Life interrupted my getting this cake made last week when I started the craving for it. I decided I would make it last night and life began to knock at the door...would it be interrupted? I managed to keep life in tow and get the cake made at the same time. I'm really glad I did because it's one of my new favorite cakes. I love a really moist, somewhat dense yellow cake more than chocolate or any other cake for that matter. Pound cakes can, at times, make the list but usually are too dry for me. I don't mind a little crumb, but when all of your saliva is absorbed in your mouth and you have this chia pet experience in your mouth wondering how you will swallow this huge glob of cake...not so much a fan of it. I would say this is a coffee cake, but the glaze! Oh the glaze is awesome!

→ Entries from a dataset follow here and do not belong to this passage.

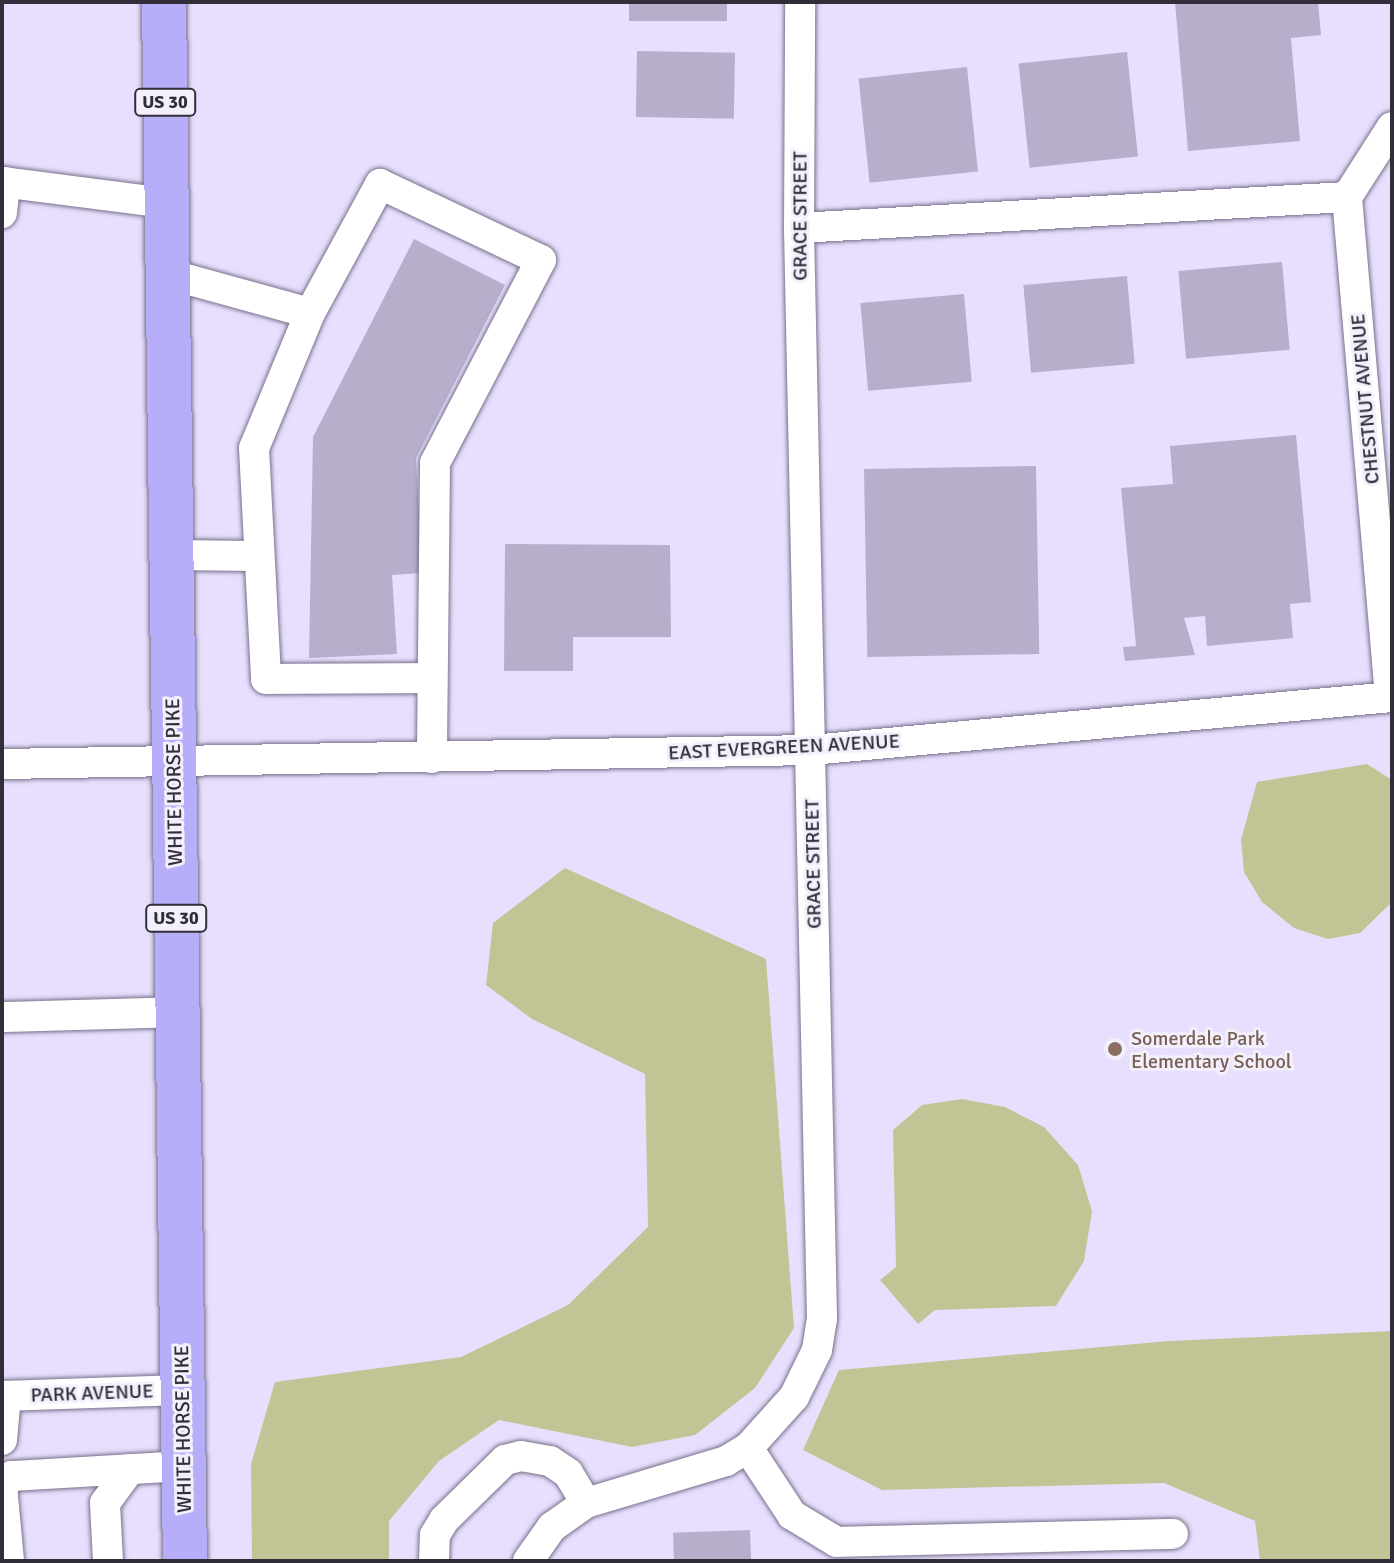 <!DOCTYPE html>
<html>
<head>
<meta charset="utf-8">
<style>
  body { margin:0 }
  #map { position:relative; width:1394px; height:1563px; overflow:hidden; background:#e8dffe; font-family:Signika,sans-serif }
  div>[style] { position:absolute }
  .green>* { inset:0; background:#c2c496 }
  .building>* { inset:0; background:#b7aecc; transform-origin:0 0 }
  .roads { filter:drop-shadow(0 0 2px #78708b) drop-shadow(0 0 2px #78708b) }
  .minor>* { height:30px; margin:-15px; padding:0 15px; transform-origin:15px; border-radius:15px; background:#fff }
  .highway>* { height:44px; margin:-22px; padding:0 22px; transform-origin:22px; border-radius:22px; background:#b6aef9 }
  .dots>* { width:22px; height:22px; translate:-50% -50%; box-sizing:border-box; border:4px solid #f3f0fc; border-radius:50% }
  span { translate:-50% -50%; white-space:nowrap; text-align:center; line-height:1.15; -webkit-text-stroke:6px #f3f0fc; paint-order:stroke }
  .shield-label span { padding:2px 6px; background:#f3f0fc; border:2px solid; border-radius:6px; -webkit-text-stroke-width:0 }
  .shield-label { font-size:18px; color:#312d39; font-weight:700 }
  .street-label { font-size:20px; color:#312d39 }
  .education-label { font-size:20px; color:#785e54 }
  .left { translate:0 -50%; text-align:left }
  .frame { position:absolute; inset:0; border:4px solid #312d39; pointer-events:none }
</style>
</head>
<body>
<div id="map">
  <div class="green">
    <div style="clip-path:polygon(1367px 764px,1392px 780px,1392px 902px,1360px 933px,1328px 939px,1294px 928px,1262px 902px,1244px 872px,1241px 840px,1257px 782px)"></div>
    <div style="clip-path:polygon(565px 868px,766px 959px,794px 1328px,755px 1388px,695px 1435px,632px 1447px,499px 1420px,439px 1461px,389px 1521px,389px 1561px,252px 1561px,251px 1464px,275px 1382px,461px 1357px,568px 1305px,648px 1227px,645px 1074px,532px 1019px,486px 985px,493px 923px)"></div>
    <div style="clip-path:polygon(962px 1099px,1005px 1107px,1044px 1127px,1078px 1165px,1092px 1211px,1084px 1261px,1056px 1306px,935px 1310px,918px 1324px,880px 1280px,896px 1267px,893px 1130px,922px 1105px)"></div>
    <div style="clip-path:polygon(1392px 1331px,1392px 1561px,1260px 1561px,1255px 1521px,1164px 1483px,882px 1490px,803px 1450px,839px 1370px,1169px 1341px)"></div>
  </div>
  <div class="building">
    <div style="left:629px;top:2px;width:98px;height:19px"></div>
    <div style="clip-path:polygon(1175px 2px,1318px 2px,1321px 35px,1291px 38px,1300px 141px,1188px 151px)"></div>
    <div style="left:637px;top:51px;width:98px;height:66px;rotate:1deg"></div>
    <div style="left:1127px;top:52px;width:105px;height:109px;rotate:84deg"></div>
    <div style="left:967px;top:67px;width:105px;height:109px;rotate:84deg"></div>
    <div style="clip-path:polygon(414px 239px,505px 285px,416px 458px,422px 573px,392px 575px,397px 654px,309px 658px,313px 437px)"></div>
    <div style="left:1282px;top:262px;width:88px;height:104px;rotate:85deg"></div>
    <div style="left:1127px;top:276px;width:88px;height:104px;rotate:85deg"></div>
    <div style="left:964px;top:294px;width:88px;height:104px;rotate:85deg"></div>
    <div style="clip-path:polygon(1296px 435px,1311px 602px,1290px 604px,1293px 638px,1207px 646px,1205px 616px,1184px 618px,1195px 655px,1125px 661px,1123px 647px,1136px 646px,1121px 488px,1173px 484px,1170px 446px)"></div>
    <div style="left:1036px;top:466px;width:188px;height:172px;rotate:89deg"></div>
    <div style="clip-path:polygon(505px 544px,670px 545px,671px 637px,573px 637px,573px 671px,504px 671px)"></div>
    <div style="left:750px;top:1530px;width:31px;height:77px;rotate:88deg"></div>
  </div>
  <div class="roads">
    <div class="minor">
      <div style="left:2px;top:182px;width:166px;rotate:7.3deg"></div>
      <div style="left:1347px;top:197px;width:502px;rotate:85.08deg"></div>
      <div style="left:1347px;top:197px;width:83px;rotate:-57.3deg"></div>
      <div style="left:2px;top:213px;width:31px;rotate:-84deg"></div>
      <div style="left:799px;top:228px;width:549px;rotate:-3.24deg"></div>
      <div style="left:168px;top:274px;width:147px;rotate:15.4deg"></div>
      <div style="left:310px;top:313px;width:147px;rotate:-61.5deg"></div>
      <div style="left:380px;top:184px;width:178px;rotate:25.3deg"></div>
      <div style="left:541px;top:260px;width:229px;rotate:117.6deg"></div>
      <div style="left:435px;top:463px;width:295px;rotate:90.6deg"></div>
      <div style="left:310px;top:313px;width:146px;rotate:112.5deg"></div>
      <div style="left:254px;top:448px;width:231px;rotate:87deg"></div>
      <div style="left:266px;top:679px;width:165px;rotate:-0.3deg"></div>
      <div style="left:171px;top:555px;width:88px;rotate:0.7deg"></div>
      <div style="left:2px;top:764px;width:809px;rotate:-0.99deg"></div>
      <div style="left:811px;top:750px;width:583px;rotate:-5.21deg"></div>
      <div style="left:2px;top:1017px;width:175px;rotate:-1.6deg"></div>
      <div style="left:2px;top:1396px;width:180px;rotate:-1.9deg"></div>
      <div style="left:2px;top:1440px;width:44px;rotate:-84.8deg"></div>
      <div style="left:748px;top:1448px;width:80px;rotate:56.7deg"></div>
      <div style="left:792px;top:1515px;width:52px;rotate:31deg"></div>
      <div style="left:837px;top:1542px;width:336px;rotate:-1.4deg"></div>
      <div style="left:9px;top:1561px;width:75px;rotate:-95.3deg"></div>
      <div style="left:2px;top:1486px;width:14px;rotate:-45deg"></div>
      <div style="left:12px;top:1476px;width:171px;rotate:-3.3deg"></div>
      <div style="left:108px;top:1561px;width:58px;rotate:-93deg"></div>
      <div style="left:105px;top:1503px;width:42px;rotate:-53.7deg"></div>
      <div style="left:434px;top:1561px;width:26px;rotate:-88deg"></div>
      <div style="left:435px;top:1535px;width:17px;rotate:-59deg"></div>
      <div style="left:444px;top:1520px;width:86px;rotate:-44.5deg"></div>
      <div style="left:505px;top:1460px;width:16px;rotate:-14deg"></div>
      <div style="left:521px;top:1456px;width:29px;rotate:10deg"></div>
      <div style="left:550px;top:1461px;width:22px;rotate:34deg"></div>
      <div style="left:568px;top:1473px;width:35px;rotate:59deg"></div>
      <div style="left:528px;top:1561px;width:42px;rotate:-54.8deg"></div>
      <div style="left:552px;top:1527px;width:42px;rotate:-35.2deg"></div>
      <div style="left:586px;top:1503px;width:146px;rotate:-16.7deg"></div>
      <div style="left:726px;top:1461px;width:26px;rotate:-31deg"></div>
      <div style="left:748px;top:1448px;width:69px;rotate:-48deg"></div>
      <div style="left:794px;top:1397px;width:52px;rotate:-63.9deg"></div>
      <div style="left:817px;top:1350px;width:32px;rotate:-81deg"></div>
      <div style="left:822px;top:1318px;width:1090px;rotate:-91.21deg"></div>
      <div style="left:799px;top:228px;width:226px;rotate:-89.7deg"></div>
    </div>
    <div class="highway">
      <div style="left:164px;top:2px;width:1559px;rotate:89.23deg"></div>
    </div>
  </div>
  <div class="dots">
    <div style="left:1115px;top:1049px;background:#8d6e63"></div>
  </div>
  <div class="shield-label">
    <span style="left:165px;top:102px">US 30</span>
    <span style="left:176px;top:918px">US 30</span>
  </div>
  <div class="street-label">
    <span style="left:800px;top:216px;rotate:-90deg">GRACE STREET</span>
    <span style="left:1365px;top:399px;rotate:-95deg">CHESTNUT AVENUE</span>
    <span style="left:784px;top:747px;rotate:-3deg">EAST EVERGREEN AVENUE</span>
    <span style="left:174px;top:782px;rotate:-91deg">WHITE HORSE PIKE</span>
    <span style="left:813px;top:864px;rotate:-91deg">GRACE STREET</span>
    <span style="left:92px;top:1393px;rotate:-2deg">PARK AVENUE</span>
    <span style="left:183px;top:1429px;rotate:-91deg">WHITE HORSE PIKE</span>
  </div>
  <div class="education-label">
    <span class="left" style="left:1131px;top:1050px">Somerdale Park<br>Elementary School</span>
  </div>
  <div class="frame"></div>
</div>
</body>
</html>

The whole thing hinges on buttermilk, friends. That's right buttermilk is the star of the show, but doesn't just slap you in the face. My Granny used to take a tall glass, fill it with crumbled cornbread then pour buttermilk over the whole thing and eat it for dinner. I still find that repulsive, but she just loved it! Cooking with buttermilk imparts a tremendous amount of moisture and a very distinct flavor which to my buds is tangy sweet. I love to use buttermilk in cornbread, pancakes, waffles, anywhere you have milk called for use buttermilk.
If you don't have buttermilk on hand don't go curl up in a corner and suck your thumb because you can make your own. Please do not go spend $5 on that can of buttermilk powder friends, just spend $1.29 on the huge bottle of distilled vinegar make sure you have milk on hand (most don't) and make your own. In your liquid measuring cup, add one tablespoon of vinegar to the cup then pour in milk to the one cup mark a quick stir with the measuring spoon and it will acidulate the milk and create buttermilk. For real. Just do it early in the baking process so the milk has time to get funky.
Buttermilk Cake:
1 (18.25 oz.) Yellow or White Cake Mix.
1 cup buttermilk
1/2 cup melted butter
5 large eggs
1 T. Vanilla
1/8 t. Almond Extract (I just use a cupful and call it good)
1/4 cup Brown Sugar1 T. Good Cinnamon
Preheat oven to 350. Prepare bundt pan by greasing and flouring (I use baker's joy with great results). In the bowl of a stand mixer add cake mix, butter and buttermilk. Mix on low until moistened then medium for 2 minutes. After the 2 minutes, add eggs one at a time, mixing until the egg is incorporated each time. Pour 1/3 of the batter into the bundt pan. In a small bowl, mix the cinnamon and brown sugar together. Sprinkle the brown sugar mixture over the cake, then pour the remaining cake batter in the pan.
Bake for 45 minutes, or until the cake pulls away from the sides of the pan and tests clean when poked with a cake tester.
Buttermilk Glaze:
1 cup Powdered Sugar
2 t. Vanilla
2-4T. Buttermilk
Add powdered sugar to a medium bowl with vanilla and 2T. of buttermilk. With a fork, stir the powdered sugar until combined and moistened. If the glaze is too thick, add more buttermilk slowly until you get the consistency you like. I went with a thicker glaze so I only used 2T.
The glaze reminds me of cream cheese frosting, but thinner.
This cake is so good, especially with coffee and a good friend to chat with while you enjoy.